> _TASK_
Among the lines of this material, find those holding the word "DHRV" and report how many there are, with nothing added.

> _MATERIAL PROVIDED_
--
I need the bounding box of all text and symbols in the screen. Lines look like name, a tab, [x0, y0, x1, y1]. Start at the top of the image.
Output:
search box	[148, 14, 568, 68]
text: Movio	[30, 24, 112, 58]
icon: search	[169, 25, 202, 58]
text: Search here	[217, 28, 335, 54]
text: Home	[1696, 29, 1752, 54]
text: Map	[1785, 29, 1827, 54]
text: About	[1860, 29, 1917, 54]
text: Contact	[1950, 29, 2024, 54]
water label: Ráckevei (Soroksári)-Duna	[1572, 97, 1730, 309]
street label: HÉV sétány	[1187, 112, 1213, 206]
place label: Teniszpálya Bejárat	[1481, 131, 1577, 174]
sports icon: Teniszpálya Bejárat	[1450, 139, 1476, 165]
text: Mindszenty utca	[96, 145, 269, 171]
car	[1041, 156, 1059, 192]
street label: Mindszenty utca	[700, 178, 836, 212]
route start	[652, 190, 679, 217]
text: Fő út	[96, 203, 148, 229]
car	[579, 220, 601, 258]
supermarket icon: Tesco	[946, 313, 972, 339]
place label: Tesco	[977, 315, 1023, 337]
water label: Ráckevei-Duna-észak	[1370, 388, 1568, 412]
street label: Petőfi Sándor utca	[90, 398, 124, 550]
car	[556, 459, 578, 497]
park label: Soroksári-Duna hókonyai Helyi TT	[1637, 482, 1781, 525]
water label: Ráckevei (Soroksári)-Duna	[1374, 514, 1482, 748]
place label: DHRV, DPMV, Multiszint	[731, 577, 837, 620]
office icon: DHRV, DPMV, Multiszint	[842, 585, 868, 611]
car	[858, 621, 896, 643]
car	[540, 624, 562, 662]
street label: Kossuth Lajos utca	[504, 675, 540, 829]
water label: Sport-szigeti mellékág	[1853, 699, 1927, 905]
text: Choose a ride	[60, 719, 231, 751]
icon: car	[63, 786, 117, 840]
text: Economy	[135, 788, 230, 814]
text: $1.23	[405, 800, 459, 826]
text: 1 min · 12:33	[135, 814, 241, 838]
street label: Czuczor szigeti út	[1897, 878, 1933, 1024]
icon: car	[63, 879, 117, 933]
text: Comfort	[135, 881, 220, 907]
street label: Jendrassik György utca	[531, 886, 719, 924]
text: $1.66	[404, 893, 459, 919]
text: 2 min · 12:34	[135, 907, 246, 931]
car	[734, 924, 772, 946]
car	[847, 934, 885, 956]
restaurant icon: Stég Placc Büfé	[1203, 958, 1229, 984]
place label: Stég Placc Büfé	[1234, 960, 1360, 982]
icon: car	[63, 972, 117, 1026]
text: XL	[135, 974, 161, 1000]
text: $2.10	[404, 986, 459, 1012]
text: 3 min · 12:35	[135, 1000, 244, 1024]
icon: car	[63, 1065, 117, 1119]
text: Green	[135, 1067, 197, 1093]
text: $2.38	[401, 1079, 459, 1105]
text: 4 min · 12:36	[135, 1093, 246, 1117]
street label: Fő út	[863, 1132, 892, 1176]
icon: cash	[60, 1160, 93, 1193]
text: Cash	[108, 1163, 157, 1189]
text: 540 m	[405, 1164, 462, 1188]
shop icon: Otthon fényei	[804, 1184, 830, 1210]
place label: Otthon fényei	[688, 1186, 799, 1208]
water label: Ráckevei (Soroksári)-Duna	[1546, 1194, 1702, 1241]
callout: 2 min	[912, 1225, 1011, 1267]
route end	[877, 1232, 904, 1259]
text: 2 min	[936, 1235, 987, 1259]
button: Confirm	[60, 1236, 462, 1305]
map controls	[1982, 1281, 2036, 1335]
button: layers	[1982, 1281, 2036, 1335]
--
> _FINAL ANSWER_
2